Estate Tax 101: Definition, Computation, and Examples

It’s a common practice here in the Philippines, that after the death of the ascendant or the bread winner, heirs usually sell their properties.

However, every time the property is sold, a problem arises when they will transfer the properties to the name of the buyer.

This commonly happens because most Filipinos are not aware of the concept of the estate tax. As a result, there are many properties for sale that are still under the name of the deceased person.

If the estate tax is not paid, the properties of the deceased cannot be transferred to another person.
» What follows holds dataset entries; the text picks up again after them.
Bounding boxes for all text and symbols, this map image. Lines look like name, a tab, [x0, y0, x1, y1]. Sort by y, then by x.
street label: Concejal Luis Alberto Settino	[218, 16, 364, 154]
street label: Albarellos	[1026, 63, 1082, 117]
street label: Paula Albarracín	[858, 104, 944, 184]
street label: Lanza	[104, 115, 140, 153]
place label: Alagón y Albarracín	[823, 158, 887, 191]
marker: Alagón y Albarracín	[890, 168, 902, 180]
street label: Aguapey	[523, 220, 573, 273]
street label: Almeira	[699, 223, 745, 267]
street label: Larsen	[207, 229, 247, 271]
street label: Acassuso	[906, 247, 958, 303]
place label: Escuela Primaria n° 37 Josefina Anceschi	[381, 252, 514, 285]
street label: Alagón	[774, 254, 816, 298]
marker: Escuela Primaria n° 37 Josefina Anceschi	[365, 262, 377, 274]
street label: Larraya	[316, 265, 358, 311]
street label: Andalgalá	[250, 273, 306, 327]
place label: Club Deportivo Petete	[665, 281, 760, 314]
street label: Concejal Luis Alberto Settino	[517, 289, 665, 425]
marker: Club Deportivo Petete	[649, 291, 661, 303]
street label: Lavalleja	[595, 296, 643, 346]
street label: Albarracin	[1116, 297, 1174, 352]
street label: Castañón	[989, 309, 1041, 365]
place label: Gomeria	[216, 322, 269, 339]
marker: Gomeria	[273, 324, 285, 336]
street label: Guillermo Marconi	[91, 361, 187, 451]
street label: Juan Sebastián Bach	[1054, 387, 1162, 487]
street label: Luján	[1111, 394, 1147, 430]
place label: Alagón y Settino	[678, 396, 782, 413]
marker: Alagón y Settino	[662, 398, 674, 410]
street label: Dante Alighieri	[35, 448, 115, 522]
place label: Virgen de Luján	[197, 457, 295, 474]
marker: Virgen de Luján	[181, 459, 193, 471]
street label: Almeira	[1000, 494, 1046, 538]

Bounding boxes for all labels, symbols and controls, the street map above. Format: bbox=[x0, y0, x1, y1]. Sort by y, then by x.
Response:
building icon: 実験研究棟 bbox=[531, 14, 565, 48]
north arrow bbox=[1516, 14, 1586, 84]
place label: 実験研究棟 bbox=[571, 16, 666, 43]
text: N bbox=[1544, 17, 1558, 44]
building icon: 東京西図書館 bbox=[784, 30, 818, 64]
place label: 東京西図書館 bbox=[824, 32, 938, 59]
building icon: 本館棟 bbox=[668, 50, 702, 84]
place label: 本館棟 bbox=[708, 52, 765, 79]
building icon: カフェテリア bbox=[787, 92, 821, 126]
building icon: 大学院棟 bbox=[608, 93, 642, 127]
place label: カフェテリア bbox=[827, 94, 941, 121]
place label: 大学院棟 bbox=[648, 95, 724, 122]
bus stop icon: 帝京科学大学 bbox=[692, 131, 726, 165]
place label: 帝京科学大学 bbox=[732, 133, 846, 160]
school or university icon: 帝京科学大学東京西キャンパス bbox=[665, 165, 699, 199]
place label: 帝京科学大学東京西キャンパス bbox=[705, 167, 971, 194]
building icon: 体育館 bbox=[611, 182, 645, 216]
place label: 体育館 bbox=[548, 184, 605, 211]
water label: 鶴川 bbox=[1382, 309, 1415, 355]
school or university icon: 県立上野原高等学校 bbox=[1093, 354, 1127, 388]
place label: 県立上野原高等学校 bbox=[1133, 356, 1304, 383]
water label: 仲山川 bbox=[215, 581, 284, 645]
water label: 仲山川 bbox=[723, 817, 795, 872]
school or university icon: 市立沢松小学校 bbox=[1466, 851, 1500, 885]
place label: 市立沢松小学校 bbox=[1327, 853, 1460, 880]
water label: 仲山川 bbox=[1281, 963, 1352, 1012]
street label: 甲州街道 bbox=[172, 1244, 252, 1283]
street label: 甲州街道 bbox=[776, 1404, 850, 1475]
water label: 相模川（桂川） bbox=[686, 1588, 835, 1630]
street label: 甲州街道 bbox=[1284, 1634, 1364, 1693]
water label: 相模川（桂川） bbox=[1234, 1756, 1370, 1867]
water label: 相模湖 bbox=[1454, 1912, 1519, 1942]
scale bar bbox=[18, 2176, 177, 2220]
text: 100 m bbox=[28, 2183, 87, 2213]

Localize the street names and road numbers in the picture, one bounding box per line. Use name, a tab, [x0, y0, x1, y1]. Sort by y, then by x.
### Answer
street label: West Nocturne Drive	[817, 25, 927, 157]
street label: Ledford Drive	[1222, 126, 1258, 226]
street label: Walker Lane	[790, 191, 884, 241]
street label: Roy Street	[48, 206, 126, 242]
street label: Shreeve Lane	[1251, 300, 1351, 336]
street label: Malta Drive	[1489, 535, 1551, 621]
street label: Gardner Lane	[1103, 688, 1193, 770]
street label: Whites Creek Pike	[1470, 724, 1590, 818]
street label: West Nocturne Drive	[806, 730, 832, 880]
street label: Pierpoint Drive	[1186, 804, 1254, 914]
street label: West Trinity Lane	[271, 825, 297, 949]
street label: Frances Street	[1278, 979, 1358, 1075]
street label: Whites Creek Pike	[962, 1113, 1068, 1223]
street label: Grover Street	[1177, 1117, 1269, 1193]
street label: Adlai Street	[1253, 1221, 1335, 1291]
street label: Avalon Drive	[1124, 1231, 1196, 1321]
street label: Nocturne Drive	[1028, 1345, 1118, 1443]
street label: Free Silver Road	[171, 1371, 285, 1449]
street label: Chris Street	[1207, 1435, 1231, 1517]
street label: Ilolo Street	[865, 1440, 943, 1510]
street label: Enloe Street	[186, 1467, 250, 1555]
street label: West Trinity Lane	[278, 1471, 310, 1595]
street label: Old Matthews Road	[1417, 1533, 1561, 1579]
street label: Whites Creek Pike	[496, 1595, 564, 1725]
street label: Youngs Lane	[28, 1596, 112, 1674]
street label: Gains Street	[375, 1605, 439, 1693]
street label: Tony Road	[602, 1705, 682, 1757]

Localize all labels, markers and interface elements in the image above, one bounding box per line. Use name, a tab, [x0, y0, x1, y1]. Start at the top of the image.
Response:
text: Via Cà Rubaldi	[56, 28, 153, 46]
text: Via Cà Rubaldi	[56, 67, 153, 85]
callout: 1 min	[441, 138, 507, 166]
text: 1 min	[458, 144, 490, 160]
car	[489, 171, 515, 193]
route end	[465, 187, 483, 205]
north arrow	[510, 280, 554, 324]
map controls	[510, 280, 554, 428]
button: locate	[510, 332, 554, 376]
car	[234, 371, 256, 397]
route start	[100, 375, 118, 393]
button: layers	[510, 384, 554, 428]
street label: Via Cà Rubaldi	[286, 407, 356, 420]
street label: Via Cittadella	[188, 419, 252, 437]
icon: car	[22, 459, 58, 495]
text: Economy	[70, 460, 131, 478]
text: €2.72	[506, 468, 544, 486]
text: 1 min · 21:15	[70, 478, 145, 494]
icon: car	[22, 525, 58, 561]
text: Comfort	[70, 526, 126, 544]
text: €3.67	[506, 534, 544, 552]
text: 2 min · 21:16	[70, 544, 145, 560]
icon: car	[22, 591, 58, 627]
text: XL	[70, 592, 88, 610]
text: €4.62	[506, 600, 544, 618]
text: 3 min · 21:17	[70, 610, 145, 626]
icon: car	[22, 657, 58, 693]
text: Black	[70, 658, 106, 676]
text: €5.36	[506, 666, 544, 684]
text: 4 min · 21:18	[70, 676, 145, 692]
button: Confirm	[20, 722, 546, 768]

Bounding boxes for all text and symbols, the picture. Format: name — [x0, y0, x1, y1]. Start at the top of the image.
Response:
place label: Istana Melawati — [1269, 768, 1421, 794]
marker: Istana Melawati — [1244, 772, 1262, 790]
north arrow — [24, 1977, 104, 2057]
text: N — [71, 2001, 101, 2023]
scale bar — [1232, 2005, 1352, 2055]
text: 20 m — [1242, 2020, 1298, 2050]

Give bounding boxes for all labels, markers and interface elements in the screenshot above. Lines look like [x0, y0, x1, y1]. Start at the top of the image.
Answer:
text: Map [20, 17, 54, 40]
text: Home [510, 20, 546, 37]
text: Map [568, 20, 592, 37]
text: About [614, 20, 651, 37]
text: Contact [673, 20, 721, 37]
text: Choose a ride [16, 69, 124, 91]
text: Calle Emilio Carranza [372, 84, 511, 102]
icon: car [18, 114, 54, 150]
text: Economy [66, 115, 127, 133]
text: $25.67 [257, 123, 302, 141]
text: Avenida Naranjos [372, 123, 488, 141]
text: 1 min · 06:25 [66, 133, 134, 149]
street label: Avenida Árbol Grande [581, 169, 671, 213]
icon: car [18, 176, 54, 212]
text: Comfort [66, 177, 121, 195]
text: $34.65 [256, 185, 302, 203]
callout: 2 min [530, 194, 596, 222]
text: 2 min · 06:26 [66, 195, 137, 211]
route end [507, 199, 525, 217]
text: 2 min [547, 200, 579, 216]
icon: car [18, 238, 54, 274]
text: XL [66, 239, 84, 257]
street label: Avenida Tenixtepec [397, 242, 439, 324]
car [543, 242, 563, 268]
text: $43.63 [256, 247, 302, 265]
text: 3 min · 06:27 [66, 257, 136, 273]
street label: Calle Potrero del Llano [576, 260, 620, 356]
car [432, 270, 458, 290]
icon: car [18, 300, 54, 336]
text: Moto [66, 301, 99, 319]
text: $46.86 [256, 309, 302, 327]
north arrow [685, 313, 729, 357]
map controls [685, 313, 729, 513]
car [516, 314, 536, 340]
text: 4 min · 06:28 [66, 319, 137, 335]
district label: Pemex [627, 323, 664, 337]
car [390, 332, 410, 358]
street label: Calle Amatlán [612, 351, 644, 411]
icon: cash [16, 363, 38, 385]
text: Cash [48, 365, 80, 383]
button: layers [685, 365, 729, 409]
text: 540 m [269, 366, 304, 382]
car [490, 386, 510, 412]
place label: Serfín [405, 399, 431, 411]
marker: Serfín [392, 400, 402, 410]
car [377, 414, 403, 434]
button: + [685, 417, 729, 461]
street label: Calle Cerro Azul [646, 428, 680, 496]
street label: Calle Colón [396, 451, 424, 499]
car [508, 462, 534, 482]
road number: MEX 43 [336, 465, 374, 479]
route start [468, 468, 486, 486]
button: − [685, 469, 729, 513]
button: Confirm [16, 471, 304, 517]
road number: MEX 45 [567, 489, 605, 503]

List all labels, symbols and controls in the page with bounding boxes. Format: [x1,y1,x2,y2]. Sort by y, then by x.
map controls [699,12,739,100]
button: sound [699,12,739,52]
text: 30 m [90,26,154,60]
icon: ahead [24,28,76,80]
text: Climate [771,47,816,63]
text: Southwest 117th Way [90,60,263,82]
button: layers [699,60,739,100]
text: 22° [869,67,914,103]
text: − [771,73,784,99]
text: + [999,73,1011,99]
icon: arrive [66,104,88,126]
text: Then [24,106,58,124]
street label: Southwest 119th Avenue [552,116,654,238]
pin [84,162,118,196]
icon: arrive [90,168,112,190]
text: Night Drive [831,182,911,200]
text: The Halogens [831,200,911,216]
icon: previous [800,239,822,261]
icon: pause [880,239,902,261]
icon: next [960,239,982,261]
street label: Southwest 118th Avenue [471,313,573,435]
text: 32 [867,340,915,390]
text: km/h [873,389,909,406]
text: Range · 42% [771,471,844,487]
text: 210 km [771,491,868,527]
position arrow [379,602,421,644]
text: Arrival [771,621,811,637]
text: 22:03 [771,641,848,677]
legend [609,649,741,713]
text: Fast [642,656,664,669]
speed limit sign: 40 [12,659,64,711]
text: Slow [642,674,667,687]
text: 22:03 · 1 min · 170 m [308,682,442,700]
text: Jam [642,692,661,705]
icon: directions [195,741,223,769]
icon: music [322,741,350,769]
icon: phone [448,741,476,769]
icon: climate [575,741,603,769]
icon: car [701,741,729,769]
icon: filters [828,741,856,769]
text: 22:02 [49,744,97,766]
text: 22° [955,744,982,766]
This is a common problem of the Filipinos because the amount of the estate tax ranges from 5% to 20% based on the net estate of the deceased. Aside from this, it should be filed within six months. However, consideration is given based on the financial status of the heirs.

If it is your first time to hear this, you’d probably think that it’s a tax charge in a real estate property based on the first word “estate.” That’s about right but it’s more than just a real estate property.

What is Estate Tax?

The simplest way to define estate tax is, it’s a tax charge based on the net property of the deceased if it will be transferred to another person.

These properties include cars, real estate properties, business and other material and non-material properties with a total value of more than Php 200,000.00.

In other words, all properties below Php 200,000.00 can be inherited and are not subject to an estate tax.


How to Compute for Estate Tax?

To know how much is the is the net estate of your deceased relative you must compute for the gross estate. Gross Estate is the value of all the properties under his name at the time of death.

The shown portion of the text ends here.